The problem
Write the data out in full and word for word. Do not include images.

-- Opening Marker --

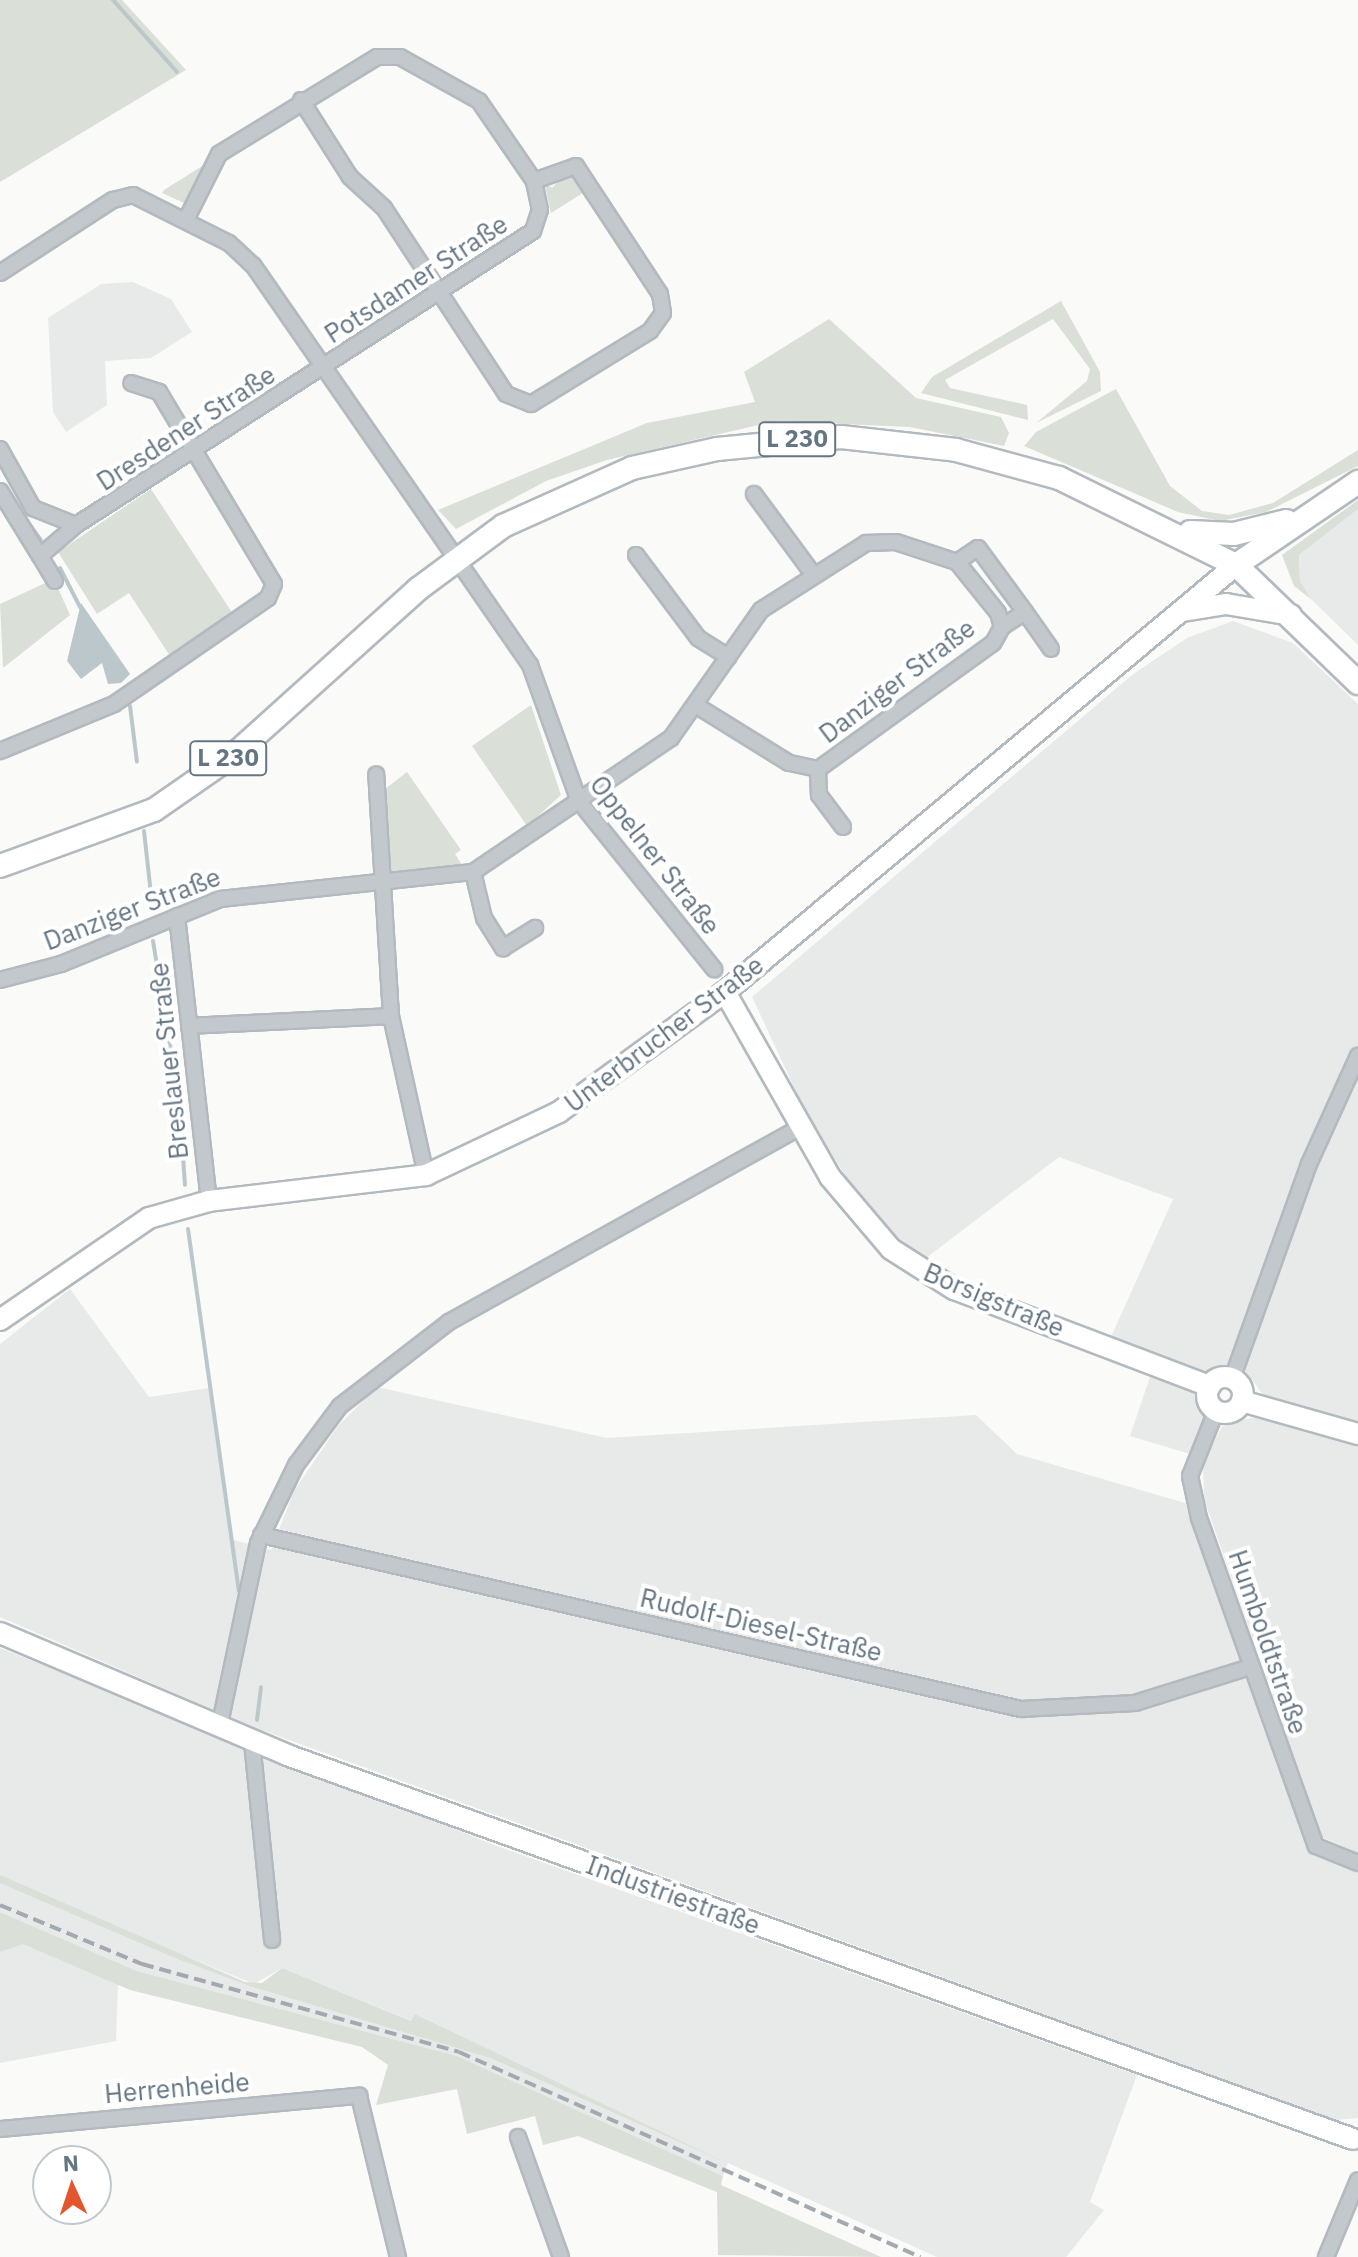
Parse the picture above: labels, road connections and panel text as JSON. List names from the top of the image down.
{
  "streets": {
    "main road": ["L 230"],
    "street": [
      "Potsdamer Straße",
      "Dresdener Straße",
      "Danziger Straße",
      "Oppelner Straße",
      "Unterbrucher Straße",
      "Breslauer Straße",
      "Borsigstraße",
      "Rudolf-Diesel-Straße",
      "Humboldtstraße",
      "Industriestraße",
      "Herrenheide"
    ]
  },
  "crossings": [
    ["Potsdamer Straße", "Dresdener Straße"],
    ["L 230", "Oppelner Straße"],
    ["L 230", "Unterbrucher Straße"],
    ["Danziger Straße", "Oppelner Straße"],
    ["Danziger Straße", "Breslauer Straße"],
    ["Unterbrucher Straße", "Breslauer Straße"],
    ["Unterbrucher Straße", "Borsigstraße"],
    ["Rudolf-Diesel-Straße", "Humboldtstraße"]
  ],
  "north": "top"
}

-- Closing Marker --

Answer for the task
Parse the picture above: labels, road connections and panel text as JSON. List names from the top of the image down.
{
  "streets": {
    "main road": ["L 230"],
    "street": [
      "Potsdamer Straße",
      "Dresdener Straße",
      "Danziger Straße",
      "Oppelner Straße",
      "Unterbrucher Straße",
      "Breslauer Straße",
      "Borsigstraße",
      "Rudolf-Diesel-Straße",
      "Humboldtstraße",
      "Industriestraße",
      "Herrenheide"
    ]
  },
  "crossings": [
    ["Potsdamer Straße", "Dresdener Straße"],
    ["L 230", "Oppelner Straße"],
    ["L 230", "Unterbrucher Straße"],
    ["Danziger Straße", "Oppelner Straße"],
    ["Danziger Straße", "Breslauer Straße"],
    ["Unterbrucher Straße", "Breslauer Straße"],
    ["Unterbrucher Straße", "Borsigstraße"],
    ["Rudolf-Diesel-Straße", "Humboldtstraße"]
  ],
  "north": "top"
}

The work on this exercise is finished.